Depuis Barcelone où il s’était malicieusement enfui avec 11 de ses voleurs de poules, Ali Manu avait le jour même où ses administrés réfractaires battaient le pavé donné le la, méprisant et condescendant comme à sa bonne habitude, de la petite sonate matinale du lendemain des réjouissances.
« Je pense qu’il est légitime que toutes les opinions puissent s’exprimer, c’est le principe même d’une démocratie, et je fais confiance aux organisateurs de ces manifestations pour que cette expression légitime de désaccords puisse se faire sans trop de désagréments pour nos compatriotes et sans débordement, ni violence, ni dégradation. Dans une démocratie, il y a des règles et un bon fonctionnement. Il faut que les choses soient dites au moment où les choix démocratiques sont faits. Et à la présidentielle qui s’est tenue somme toute il y a quelques mois, et aux élections législatives, les choses ont été dites clairement ».
Autrement dit : la messe est dite ! Marchez comme bon vous semble, aussi nombreux que vous voulez, puis circulez, vous autres qui en avril dernier m’avez réélu en vous bouchant le nez. J’avais annoncé la couleur, vous avez perdu, rendez-vous en 2027 à toutes celles et tous ceux que ma réformé défrise, c’est le jeu, je suis droit dans mes bottes. Et j’ai quoi que vous en pensiez l’assurance qu’avec l’apport des voix des LR « les choix démocratiques », en d’autres termes les miens, « sont faits ». Et qui plus est « les choses ont été dites clairement ». Et toc !

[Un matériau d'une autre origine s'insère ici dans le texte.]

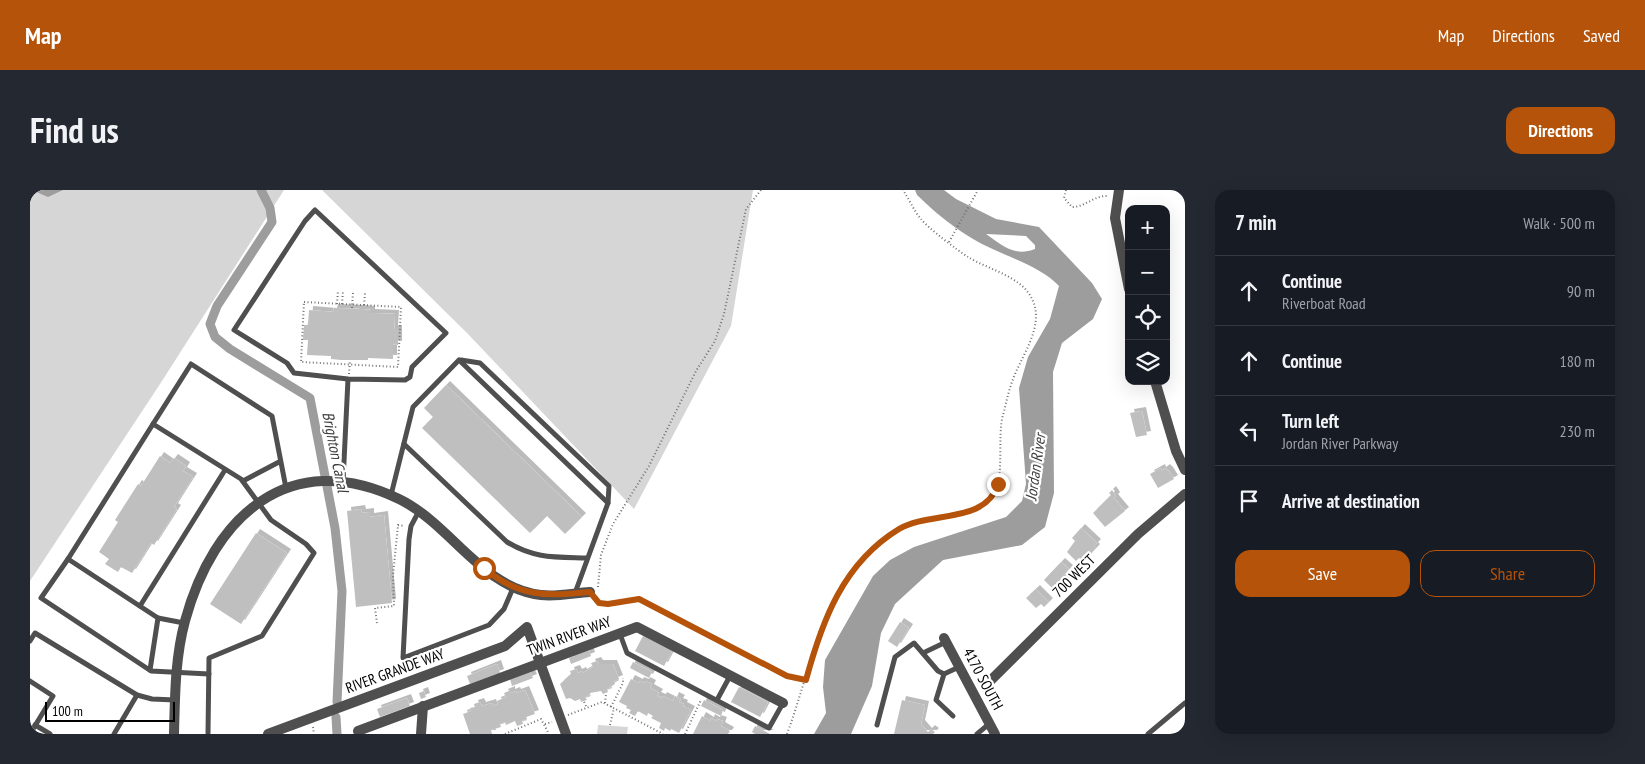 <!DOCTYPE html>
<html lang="en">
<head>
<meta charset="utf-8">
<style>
  :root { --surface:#171b24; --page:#242831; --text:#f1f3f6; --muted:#9ea1a6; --line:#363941; --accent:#b45309 }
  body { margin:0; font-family:"PT Sans Narrow",sans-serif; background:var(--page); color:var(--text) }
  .controls { position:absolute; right:15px; top:15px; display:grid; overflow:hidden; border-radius:10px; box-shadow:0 5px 20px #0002 }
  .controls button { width:45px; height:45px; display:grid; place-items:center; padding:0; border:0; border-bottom:1px solid var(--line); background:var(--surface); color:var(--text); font:25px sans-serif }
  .scale { position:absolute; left:15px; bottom:12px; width:130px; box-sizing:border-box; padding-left:5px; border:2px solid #000; border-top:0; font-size:14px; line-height:18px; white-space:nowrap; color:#000; -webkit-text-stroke:4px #fff; paint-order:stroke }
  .stop { position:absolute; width:15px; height:15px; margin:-11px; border:4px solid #b45309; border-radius:50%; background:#fff }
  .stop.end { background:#b45309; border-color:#fff; box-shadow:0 1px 5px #0008 }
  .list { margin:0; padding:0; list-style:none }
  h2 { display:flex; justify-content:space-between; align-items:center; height:65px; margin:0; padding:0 20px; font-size:21px }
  h2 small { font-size:16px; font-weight:400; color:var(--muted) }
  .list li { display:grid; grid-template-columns:32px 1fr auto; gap:15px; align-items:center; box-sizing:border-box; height:70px; padding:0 20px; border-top:1px solid var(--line) }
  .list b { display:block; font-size:19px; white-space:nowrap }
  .list p { margin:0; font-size:16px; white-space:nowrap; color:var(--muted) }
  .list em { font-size:16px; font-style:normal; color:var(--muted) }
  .actions { display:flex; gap:10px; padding:15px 20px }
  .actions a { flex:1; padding:11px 0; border:1px solid var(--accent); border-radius:15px; text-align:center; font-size:18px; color:var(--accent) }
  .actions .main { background:var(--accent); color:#fff }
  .icon { flex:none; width:28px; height:28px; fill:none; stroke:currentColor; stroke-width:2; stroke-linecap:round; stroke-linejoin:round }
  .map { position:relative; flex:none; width:1155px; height:544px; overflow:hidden; border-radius:15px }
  header { display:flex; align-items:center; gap:30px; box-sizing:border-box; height:70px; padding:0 25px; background:var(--accent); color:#fff }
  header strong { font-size:24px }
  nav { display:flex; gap:28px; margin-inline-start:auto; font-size:18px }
  .intro { display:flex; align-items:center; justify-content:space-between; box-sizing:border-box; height:120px; padding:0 30px }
  h1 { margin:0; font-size:35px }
  .button { padding:12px 22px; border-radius:15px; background:var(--accent); color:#fff; font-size:18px; font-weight:700 }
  main { display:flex; gap:30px; padding:0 30px }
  aside { flex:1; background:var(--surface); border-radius:15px; box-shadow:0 5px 20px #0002 }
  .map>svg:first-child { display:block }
</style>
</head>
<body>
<header>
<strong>Map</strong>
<nav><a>Map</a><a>Directions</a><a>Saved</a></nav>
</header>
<div class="intro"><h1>Find us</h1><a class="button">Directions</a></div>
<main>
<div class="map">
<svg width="1155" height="544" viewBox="0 0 1155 544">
  <defs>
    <filter id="shadow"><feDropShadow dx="4" dy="-4" stdDeviation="0" flood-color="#0004"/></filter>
  </defs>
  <rect width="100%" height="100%" fill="#fff"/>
  <g fill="#d6d6d6">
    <polygon points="0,0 254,0 132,191 0,391"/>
    <polygon points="292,0 723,0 701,136 604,319 437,143"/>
    <polygon points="568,535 598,537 597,544 567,544"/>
  </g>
  <g fill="#9d9d9d" fill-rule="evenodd">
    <polygon points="2,0 33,0 18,7"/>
    <path d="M 885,0 L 914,0 L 926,9 L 966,29 L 1009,37 L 1062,93 L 1072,109 L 1063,129 L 1032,153 L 1023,182 L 1024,303 L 1015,337 L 992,355 L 913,370 L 865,414 L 851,443 L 842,496 L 821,544 L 784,544 L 796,523 L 793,497 L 795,470 L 843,386 L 860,370 L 884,357 L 976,327 L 992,311 L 996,294 L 989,198 L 998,167 L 1020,129 L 1029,96 C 1010,76 977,67 952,54 C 925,39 909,26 887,5 ZM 956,44 L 996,46 L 1005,55 L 1005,59 C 985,67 973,56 956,44 Z"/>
  </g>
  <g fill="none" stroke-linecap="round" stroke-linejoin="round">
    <g stroke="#9d9d9d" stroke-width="9">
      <polyline points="231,0 240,18 242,32 187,116 180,134 185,147 200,159 280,208 305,338 312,401 307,512"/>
      <polyline points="306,527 307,544"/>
    </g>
  </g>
  <g fill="#bfbfbf" filter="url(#shadow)">
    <polygon points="304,118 330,119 341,120 341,123 365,124 364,139 368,139 368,155 363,154 363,169 338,168 338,170 311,170 301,169 301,166 277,165 278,150 273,150 274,135 278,135 279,120 303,122"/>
    <polygon points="416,195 552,327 535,344 517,326 500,343 392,238 403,227 394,218"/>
    <polygon points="1112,221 1117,245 1106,247 1100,223"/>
    <polygon points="130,266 140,273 144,268 156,276 153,281 163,287 144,317 147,319 124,355 121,353 102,383 91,377 88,382 75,374 79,369 69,362 88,332 85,330 108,294 111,296"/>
    <polygon points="1131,278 1132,281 1136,278 1139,281 1144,289 1128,298 1120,284"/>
    <polygon points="1082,300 1086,306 1084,308 1095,321 1075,337 1063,323 1081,305 1079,303"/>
    <polygon points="331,319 332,323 340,322 340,327 354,325 362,413 326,417 317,321"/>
    <polygon points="1051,338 1067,353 1064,356 1066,358 1054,371 1049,368 1046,371 1037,362 1045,351 1042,348"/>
    <polygon points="226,343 257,363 211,434 180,414"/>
    <polygon points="1031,372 1039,379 1033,386 1035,388 1024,400 1014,390"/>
    <polygon points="1006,399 1019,412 1014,417 1011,414 1006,418 996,408"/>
    <polygon points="870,432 879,438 867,457 858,451"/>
    <polygon points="613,446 642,461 634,476 605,461"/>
    <polygon points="559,460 561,466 541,474 539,468"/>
    <polygon points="567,471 569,474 583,474 589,489 584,491 585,494 577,499 578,502 573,504 571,501 560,503 560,505 555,507 557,510 551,512 550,509 545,511 540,508 536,509 530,494 541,484 540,481 546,479 548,483 552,481 553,483 563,477 561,473"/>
    <polygon points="603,472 622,482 619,488 600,478"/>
    <polygon points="467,474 470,483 440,494 437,486"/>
    <polygon points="500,482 503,488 482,496 480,489"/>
    <polygon points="601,489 609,493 610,491 615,493 616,491 622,494 620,498 629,503 627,506 632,508 633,506 643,511 645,506 651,509 649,512 654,514 653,516 661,520 649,543 641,539 640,541 635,538 634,541 629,538 631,533 621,528 623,526 618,523 617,526 608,521 605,526 599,523 601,520 596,518 597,516 589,512"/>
    <polygon points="709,497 738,512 730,527 701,512"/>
    <polygon points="481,500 481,503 486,501 487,503 495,500 505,524 496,527 497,529 492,531 493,534 487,536 485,531 476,535 475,532 470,534 471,537 461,540 462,544 440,544 433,524 441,521 440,518 445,517 444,514 450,512 452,516 462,513 463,516 468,514 467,511 476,507 474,503"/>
    <polygon points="394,501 396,507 391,509 389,503"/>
    <polygon points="377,508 380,516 350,527 347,519"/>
    <polygon points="674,510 693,520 691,526 671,516"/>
    <polygon points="872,510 895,515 891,534 898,542 901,539 905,542 903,544 864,544"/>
    <polygon points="672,526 680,531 681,528 686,531 687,529 693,531 691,536 700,541 698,544 663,544"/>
    <polygon points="725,536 740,544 725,544 722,542"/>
  </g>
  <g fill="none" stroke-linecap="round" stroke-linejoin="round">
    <g stroke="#717171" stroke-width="2" stroke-dasharray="1 2.5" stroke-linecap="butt">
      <path d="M 1036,0 L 1034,8 L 1042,17 C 1056,17 1064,5 1078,6"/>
      <polyline points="919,52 948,0"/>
      <polygon points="274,112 371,117 368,177 271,172"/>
      <polyline points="307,114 308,101"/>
      <polyline points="312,114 313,101"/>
      <polyline points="334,115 335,103"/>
      <polyline points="322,118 323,102"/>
      <polyline points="319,184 320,171"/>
      <polyline points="568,397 571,365 583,334 619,276 666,181 685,151 694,124 716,19 731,0"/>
      <polyline points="566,409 569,413 578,414 609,409 757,486 775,490"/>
      <polyline points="347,433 345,418 364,416 363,385 368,335 374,336"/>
      <polyline points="554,512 557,518"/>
      <polyline points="575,513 576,504"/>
      <polyline points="581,517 593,493 593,488"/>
      <polyline points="538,525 572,512 633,544"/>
      <polyline points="515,534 522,532"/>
      <polyline points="580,535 584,518"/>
      <polyline points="283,537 284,544"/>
      <polyline points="475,544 511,529 519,544"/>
      <polyline points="655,544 671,510"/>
      <path d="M 757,544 C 782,477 791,401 851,354 C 858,348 866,341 875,337 C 899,327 948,326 963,307 C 975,292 967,245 973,225 C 976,214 978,203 982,192 C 990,167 1017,135 1001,107 C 990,86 957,79 938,67 C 927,60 898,38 891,29 C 884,21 879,9 873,0"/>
    </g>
    <g stroke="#4f4f4f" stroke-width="5">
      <polyline points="431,170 450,173 579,296 578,313"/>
      <path d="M 374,254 L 477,352 C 505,369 526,367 557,368"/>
      <polyline points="213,291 249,272"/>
      <polyline points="313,292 318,189 264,183 257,173 204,140 275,31 285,20 416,143 382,177 380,187 375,190 318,189"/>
      <polyline points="361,305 383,217 429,170 578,313 545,403"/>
      <polyline points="389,321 381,336 379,349 373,468 459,435 474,419 483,398"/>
      <polyline points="38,369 123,234"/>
      <polyline points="110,416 195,280"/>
      <polyline points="154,433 128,428 38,369 11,408 121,481 179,484"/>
      <polyline points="590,444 597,463 739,538 753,513"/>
      <polyline points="0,451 5,443 107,505 122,509 145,510"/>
      <polyline points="893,463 916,452"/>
      <polyline points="120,480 128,428"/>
      <polyline points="0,491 23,506 0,544"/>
      <polyline points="687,510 700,486"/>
      <polyline points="923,526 906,510 914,484 929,477"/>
      <polyline points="5,535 20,544"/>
      <polyline points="847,535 865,467 884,453 908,481 914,484"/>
      <polyline points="178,543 179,468 232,446 284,363 276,354 241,330 211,289 123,234 161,174 242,226 256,298"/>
      <polyline points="84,544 107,505"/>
      <polyline points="947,544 959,534"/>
      <polyline points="1118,544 1155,513"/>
    </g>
    <g stroke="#4f4f4f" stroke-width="10">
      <polyline points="1089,0 1085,28 1099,99"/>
      <polyline points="1125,191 1146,261 1155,280"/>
      <polyline points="914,448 965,544"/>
      <polyline points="958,493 1108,344 1155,304"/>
      <polyline points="328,541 607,437 753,513"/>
      <path d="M 144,544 C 145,506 145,468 155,431 C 183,327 259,256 369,309 C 421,334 451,398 511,405 C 527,407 544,403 560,402"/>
      <polyline points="238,544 475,456 497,437 536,544"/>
      <polyline points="391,544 393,516"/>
    </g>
  </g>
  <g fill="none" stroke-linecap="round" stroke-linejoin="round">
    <path stroke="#b45309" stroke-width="6" d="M 454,378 C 489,408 517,406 560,402 L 569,413 L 578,414 L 609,409 L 757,486 L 776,490 C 792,431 813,373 869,339 C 900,321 956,334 968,294"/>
  </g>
  <g text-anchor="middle" stroke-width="4.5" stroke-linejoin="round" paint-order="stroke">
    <g font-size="15" fill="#000" stroke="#fff">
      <text transform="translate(1044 386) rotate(-45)" y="5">700 WEST</text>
      <text transform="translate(539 446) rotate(-20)" y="5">TWIN RIVER WAY</text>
      <text transform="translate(365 481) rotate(-20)" y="5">RIVER GRANDE WAY</text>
      <text transform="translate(953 489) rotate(62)" y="5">4170 SOUTH</text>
    </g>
    <g font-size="16" font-style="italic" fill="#3e3e3e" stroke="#fff">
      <text transform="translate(306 262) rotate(79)" y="6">Brighton Canal</text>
      <text transform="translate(1005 277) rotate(-82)" y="6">Jordan River</text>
    </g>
  </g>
</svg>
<div class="controls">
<button>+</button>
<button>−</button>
<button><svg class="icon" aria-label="locate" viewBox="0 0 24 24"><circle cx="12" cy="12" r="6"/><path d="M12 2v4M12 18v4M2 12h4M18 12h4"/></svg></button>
<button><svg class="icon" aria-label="layers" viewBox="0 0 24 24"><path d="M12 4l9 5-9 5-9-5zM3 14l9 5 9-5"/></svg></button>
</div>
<div class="scale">100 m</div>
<div class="stop" style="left:454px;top:378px"></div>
<div class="stop end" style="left:968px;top:294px"></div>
</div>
<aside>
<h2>7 min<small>Walk · 500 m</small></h2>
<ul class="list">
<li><svg class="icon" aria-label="ahead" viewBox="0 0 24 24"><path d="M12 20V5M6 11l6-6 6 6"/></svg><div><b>Continue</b><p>Riverboat Road</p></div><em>90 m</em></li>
<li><svg class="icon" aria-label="ahead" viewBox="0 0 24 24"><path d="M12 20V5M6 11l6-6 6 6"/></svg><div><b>Continue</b></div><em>180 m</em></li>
<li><svg class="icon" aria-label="left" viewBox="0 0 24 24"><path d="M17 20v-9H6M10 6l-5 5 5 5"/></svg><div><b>Turn left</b><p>Jordan River Parkway</p></div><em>230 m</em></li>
<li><svg class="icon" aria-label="arrive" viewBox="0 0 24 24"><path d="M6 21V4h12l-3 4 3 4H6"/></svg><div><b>Arrive at destination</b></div></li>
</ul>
<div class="actions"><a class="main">Save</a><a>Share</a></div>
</aside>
</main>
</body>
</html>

Quand on tient la banque du Casino, le « faîtes vos jeux rien ne va plus » avant le lancer de dés n’est rien d’autre qu’une comédie de dupes ne reposant guère que sur la croyance populaire que chacun peut isolément gagner une mise et renverser la table. Ce que Tête de Mule Premier sait mieux que quiconque. Je vous concède la bataille, tandis que la main dans le coffre-fort je consolide mes gains. A vous de jouer !
« Si vous voulez que le pacte entre les générations soit juste, il faut procéder à cette réforme. Et donc nous le ferons avec respect, esprit de dialogue mais détermination et esprit de responsabilité », put-il conclure sourire aux lèvres.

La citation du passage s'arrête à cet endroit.